DOONFOOT ELECTRICAL SERVICES LTD - Analysis Report
Credit Opinion: DECLINE
Doonfoot Electrical Services Ltd presents a weak credit profile. The company shows persistent net current liabilities over the past three years, indicating working capital deficits and potential liquidity stress. Shareholders’ funds have steadily declined from £14,698 in 2021 to £3,873 in 2024, suggesting erosion of equity and limited financial buffer. Given the small scale (micro entity), single employee, and concentrated ownership, the business lacks diversification and scale to absorb adverse shocks. The negative net current assets position raises concerns over the company’s ability to meet short-term obligations without additional financing or capital injection. Consequently, the risk of payment default or delayed payments is elevated, and credit extension is not advised without substantial mitigating factors.Financial Strength:
The balance sheet reflects a low asset base with fixed assets decreasing from £20,406 in 2021 to £13,480 in 2024. Current assets have fluctuated but remain insufficient to cover current liabilities, resulting in net current liabilities of £9,607 at the latest year-end. Total assets less current liabilities have diminished from £14,698 in 2021 to £3,873 in 2024, indicating deteriorating net asset value. The shareholder funds decline corroborates weakening financial strength and limited retained earnings or capital reserves. The company’s micro classification and single director/owner structure limit operational scale and financial flexibility.Cash Flow Assessment:
Persistent negative working capital signals cash flow constraints. Current liabilities exceed current assets significantly, suggesting the company may rely on external financing, delayed supplier payments, or director loans to fund operations. Lack of an audit and limited disclosure on profit and loss further obscure cash flow visibility.

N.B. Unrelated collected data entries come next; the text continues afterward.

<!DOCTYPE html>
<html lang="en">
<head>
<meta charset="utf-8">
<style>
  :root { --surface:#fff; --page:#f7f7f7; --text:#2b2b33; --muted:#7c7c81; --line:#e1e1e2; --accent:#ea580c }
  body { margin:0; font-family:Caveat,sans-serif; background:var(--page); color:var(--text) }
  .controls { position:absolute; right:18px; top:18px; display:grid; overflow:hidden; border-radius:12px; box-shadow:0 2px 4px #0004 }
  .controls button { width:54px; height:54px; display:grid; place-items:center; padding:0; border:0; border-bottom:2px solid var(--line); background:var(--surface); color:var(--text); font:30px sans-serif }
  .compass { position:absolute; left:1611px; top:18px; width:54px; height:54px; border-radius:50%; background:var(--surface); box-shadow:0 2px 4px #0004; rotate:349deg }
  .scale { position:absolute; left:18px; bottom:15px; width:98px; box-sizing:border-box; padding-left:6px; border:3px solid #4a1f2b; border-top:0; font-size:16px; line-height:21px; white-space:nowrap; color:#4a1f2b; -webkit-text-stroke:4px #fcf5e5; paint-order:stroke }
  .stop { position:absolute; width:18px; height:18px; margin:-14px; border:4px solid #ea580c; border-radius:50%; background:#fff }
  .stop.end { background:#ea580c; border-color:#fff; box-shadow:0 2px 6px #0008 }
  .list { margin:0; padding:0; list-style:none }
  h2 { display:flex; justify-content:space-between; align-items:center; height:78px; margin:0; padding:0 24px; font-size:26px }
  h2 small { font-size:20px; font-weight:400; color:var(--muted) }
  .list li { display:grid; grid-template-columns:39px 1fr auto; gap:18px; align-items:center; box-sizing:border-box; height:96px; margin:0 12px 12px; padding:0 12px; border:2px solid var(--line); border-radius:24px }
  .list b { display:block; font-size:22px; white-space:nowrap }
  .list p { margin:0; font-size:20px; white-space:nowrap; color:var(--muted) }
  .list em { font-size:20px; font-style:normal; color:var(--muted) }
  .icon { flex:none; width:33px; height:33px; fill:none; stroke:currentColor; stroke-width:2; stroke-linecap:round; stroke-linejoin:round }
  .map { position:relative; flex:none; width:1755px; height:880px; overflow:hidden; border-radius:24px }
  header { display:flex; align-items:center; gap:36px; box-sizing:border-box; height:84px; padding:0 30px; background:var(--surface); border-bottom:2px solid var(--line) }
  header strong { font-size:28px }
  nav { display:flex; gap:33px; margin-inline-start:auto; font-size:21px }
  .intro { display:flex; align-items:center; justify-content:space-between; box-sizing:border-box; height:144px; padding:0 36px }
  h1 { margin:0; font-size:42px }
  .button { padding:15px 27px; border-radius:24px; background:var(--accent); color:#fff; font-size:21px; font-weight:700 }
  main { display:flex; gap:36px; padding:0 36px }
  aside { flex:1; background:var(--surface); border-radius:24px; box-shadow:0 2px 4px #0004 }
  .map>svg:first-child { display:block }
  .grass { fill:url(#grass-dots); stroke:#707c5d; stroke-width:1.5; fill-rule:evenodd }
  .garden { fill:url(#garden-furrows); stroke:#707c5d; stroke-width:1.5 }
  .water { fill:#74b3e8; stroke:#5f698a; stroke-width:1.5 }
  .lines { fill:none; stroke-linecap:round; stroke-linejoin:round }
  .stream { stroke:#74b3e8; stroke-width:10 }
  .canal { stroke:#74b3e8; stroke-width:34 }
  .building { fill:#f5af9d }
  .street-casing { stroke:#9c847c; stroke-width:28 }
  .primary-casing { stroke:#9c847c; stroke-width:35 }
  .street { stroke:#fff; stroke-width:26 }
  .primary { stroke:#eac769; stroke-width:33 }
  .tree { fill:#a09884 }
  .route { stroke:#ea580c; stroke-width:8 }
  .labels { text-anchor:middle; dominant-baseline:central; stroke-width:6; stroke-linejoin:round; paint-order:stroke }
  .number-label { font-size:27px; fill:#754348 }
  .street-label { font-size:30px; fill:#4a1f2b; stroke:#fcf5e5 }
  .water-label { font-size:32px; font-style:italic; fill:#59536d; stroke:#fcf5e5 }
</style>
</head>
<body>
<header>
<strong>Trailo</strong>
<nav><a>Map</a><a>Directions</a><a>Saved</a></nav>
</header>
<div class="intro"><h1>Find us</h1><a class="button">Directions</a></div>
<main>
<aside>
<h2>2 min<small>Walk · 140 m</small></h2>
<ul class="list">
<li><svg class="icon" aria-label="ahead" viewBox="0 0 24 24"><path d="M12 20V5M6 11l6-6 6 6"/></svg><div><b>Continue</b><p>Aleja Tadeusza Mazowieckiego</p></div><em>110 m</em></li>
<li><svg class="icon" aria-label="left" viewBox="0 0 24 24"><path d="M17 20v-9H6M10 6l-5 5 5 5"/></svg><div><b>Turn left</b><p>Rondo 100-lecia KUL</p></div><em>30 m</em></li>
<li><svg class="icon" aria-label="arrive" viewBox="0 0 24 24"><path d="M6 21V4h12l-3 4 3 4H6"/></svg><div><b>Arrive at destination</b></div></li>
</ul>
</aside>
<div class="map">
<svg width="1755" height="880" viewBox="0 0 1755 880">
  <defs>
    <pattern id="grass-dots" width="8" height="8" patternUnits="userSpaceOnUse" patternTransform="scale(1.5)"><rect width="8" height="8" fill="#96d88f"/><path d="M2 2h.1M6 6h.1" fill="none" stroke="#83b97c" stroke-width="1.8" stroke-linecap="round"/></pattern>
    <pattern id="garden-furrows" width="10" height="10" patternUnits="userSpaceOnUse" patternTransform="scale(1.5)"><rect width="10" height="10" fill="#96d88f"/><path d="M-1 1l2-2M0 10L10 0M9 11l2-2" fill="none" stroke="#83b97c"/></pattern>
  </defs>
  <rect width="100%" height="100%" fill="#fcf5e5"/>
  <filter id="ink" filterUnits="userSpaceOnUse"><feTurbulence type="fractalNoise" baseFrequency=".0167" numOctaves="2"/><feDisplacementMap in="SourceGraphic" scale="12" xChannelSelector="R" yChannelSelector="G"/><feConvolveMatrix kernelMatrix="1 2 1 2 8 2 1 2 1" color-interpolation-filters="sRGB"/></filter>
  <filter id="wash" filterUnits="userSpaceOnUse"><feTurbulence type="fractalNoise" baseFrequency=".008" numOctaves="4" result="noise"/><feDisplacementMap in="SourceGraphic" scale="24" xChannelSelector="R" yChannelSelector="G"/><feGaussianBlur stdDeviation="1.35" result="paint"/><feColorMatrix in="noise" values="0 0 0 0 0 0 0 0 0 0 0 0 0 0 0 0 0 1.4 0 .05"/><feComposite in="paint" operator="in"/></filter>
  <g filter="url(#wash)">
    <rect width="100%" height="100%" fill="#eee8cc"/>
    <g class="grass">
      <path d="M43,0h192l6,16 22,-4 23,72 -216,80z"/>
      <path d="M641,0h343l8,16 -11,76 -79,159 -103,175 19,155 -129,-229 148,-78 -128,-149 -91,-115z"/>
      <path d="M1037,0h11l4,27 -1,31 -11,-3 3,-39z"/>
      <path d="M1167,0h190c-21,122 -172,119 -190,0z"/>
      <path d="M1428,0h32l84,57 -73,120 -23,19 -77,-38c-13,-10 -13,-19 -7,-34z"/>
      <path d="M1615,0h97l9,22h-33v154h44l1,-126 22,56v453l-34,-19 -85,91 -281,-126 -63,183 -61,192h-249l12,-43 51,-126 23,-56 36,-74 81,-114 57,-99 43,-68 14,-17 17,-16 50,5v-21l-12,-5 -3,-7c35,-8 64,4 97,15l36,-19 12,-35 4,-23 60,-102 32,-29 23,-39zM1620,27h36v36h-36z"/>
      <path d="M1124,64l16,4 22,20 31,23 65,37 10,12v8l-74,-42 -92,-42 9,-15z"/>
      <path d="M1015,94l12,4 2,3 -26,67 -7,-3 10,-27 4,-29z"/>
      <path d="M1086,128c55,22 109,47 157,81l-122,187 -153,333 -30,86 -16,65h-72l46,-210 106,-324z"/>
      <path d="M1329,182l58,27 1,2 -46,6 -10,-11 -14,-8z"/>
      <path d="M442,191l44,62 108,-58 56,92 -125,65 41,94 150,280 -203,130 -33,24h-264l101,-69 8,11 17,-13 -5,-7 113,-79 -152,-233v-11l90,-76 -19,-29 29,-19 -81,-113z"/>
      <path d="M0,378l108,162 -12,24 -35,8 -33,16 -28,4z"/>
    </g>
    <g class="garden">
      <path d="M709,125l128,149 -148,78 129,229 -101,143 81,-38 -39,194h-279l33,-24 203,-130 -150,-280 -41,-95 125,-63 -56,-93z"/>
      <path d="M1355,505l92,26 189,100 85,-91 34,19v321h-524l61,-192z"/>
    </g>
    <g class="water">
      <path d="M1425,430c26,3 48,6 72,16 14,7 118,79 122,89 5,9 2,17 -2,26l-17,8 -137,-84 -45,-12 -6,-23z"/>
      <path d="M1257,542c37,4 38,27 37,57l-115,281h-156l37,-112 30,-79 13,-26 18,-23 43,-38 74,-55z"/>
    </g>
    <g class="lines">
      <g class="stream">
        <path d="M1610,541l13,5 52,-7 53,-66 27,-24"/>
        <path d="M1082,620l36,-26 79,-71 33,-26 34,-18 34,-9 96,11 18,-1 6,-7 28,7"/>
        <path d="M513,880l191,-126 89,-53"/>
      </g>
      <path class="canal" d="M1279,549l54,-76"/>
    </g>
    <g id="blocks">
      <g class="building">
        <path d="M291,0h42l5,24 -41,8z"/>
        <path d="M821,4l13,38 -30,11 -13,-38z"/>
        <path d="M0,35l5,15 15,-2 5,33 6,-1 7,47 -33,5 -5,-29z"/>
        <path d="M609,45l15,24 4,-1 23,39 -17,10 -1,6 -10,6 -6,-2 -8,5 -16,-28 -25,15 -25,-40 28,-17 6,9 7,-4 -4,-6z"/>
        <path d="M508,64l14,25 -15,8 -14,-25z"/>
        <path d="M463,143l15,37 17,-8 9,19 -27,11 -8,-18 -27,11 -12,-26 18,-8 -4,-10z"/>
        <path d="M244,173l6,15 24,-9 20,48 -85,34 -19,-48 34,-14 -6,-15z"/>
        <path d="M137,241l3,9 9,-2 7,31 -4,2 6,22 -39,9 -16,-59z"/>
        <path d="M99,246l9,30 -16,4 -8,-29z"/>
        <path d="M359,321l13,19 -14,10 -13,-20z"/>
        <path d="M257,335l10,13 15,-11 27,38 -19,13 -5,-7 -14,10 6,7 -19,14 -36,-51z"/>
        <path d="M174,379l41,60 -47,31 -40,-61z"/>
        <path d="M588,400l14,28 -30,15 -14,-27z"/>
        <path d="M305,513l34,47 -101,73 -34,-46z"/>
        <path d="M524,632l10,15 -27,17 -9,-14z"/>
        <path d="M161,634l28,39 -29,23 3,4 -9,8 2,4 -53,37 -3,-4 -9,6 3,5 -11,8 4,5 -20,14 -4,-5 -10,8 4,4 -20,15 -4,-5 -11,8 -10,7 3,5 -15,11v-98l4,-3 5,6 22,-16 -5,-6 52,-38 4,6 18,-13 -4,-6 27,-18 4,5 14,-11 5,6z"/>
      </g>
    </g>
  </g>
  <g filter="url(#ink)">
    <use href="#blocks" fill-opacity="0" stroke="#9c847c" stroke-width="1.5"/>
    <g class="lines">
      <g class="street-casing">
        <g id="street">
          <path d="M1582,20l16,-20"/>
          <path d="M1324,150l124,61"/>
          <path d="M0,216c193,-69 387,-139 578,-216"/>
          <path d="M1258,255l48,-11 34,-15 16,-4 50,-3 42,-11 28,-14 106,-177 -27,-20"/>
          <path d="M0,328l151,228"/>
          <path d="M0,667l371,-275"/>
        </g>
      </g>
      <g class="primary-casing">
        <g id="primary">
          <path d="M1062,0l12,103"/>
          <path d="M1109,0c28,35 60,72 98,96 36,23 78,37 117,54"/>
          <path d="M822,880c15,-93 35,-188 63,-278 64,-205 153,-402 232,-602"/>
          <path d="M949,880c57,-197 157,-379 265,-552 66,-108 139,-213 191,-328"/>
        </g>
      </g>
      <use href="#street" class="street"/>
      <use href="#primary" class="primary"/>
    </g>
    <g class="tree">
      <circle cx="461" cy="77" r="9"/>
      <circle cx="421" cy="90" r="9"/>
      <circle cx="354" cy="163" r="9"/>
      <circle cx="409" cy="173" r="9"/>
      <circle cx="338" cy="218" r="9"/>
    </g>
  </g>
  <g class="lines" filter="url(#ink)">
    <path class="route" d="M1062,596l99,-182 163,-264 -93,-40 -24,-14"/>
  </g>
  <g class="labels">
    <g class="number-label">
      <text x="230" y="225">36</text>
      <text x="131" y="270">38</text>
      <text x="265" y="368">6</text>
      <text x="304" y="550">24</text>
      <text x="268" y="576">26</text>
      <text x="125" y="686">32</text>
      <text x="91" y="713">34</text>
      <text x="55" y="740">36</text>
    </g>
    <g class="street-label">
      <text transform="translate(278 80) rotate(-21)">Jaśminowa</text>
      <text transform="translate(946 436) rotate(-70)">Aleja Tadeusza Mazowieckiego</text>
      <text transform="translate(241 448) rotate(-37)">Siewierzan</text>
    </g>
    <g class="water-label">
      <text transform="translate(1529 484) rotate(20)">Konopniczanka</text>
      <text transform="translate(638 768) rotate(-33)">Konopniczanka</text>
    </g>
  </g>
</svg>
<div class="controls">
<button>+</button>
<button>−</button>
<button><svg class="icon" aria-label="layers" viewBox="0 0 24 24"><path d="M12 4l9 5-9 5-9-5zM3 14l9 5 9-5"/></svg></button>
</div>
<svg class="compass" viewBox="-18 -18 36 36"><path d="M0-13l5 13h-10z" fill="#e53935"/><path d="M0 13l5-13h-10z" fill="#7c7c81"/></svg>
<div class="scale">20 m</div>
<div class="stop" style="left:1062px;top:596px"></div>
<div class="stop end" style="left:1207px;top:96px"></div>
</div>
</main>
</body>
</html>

The single-employee setup and low asset base imply limited operational complexity but also limited capacity to generate strong cash inflows. Without clear evidence of positive cash flows or capital injections, liquidity risk is elevated.Monitoring Points:
- Quarterly updates on current assets and liabilities to track working capital trends.
- Any changes in ownership or director appointments that may affect governance.
- Evidence of capital injection or external financing to support liquidity.
- Timely filing of annual accounts and confirmation statements to ensure compliance and transparency.
- Profitability indicators or cash flow statements if available in future filings to assess operational performance improvements.